## YOUR TASK
Go over the data and work out how many lines include the word "Sort". Give that number only.

## SOURCE INFORMATION
************

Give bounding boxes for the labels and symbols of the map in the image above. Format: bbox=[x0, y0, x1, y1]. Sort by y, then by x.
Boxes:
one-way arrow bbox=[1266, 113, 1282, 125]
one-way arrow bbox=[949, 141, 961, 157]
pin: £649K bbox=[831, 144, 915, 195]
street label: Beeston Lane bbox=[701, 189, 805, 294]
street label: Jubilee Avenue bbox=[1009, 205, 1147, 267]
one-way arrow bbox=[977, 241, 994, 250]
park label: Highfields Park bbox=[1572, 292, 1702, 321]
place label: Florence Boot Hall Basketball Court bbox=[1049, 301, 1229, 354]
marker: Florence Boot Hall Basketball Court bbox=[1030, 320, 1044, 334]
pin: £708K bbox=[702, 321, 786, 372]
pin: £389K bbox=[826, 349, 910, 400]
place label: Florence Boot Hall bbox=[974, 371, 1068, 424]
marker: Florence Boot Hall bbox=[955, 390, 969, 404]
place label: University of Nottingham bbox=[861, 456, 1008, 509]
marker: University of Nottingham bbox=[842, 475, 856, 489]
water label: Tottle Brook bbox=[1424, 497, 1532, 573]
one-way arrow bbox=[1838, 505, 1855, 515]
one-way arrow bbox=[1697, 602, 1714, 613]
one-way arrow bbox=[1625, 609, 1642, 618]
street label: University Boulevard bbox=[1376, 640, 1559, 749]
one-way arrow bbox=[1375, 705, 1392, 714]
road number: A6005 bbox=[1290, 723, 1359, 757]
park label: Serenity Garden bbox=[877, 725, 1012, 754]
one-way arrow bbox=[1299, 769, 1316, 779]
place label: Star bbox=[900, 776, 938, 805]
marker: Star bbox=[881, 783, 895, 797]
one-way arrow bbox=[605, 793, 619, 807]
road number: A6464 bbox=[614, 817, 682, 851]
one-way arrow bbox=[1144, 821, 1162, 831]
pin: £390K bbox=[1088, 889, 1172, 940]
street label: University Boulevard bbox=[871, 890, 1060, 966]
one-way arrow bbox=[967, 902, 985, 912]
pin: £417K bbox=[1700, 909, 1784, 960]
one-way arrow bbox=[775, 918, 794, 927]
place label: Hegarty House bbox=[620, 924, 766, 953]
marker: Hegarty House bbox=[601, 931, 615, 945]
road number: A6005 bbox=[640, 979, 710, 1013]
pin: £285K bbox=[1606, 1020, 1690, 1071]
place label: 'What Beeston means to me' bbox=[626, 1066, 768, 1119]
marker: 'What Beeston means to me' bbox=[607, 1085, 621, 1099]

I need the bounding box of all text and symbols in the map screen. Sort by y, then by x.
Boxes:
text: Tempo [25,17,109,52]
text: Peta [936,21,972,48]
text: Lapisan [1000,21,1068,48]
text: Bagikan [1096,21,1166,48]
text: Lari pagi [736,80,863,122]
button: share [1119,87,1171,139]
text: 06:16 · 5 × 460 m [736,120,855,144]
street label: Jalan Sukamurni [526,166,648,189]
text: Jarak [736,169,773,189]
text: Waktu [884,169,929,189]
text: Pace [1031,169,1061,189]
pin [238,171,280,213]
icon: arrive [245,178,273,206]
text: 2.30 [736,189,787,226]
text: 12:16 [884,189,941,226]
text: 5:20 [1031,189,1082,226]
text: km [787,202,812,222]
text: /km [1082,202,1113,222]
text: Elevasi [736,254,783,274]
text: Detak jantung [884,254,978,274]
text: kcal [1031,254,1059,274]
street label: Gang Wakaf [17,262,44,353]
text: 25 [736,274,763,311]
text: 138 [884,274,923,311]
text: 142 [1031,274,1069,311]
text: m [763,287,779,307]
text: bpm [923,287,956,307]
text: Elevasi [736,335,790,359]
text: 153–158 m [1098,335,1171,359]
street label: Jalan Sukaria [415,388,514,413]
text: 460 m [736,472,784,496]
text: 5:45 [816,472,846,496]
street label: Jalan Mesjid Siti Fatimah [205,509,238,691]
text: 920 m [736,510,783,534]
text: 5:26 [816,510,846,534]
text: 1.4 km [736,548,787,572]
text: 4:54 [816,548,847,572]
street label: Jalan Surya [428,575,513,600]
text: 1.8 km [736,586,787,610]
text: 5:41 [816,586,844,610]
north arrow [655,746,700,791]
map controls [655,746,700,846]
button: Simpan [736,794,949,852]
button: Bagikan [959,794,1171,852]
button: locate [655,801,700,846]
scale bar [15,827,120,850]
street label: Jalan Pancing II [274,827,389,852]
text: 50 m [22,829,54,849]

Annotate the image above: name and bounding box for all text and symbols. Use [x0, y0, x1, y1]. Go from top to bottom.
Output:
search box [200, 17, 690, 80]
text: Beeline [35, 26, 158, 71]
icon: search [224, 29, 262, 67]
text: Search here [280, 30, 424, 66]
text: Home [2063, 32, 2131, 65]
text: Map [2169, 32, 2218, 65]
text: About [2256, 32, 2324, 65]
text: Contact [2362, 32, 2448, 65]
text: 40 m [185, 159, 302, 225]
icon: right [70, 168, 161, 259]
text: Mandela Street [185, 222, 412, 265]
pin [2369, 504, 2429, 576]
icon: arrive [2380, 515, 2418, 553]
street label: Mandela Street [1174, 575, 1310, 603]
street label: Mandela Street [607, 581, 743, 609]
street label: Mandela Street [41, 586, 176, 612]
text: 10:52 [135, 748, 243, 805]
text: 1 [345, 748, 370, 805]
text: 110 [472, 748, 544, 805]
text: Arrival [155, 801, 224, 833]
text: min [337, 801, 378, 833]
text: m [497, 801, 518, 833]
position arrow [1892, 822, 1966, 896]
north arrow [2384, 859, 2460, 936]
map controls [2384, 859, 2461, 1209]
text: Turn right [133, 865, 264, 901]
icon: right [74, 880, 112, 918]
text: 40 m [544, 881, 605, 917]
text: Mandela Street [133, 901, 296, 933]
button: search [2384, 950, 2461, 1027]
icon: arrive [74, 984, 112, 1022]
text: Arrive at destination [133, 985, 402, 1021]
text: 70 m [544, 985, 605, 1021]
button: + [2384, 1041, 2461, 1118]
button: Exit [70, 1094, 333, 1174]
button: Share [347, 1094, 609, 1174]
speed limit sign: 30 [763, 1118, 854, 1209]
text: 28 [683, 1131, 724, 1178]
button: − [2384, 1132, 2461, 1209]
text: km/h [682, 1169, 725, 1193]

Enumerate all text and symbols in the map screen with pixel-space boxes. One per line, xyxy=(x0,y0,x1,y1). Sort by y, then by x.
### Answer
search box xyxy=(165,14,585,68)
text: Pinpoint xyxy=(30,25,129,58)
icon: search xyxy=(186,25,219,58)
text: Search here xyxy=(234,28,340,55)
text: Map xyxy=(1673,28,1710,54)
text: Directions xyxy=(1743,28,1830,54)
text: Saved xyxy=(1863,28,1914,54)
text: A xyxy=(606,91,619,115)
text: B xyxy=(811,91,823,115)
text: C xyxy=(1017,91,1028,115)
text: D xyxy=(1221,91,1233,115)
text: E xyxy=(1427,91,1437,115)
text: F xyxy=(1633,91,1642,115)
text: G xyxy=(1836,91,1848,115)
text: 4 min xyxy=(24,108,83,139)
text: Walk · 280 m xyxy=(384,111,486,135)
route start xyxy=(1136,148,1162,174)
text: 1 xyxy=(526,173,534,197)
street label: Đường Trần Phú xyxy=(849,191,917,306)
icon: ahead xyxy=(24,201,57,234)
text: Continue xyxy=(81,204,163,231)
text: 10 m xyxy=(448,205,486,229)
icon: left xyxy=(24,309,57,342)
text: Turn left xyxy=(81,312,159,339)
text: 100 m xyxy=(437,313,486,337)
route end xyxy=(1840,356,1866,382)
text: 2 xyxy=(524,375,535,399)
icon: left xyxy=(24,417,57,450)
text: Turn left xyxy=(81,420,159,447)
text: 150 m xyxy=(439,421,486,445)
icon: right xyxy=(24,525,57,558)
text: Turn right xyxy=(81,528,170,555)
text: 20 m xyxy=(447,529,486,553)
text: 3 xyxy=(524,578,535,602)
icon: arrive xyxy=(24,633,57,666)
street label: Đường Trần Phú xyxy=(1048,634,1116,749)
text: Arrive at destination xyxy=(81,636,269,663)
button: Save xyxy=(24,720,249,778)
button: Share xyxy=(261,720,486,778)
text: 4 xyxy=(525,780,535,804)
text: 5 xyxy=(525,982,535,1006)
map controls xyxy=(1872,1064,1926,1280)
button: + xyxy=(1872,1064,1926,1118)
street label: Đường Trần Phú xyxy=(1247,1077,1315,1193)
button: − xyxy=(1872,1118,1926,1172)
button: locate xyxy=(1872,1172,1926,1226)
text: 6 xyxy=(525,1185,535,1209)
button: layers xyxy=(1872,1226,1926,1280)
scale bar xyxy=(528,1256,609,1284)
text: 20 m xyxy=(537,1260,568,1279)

************

## SOLUTION
3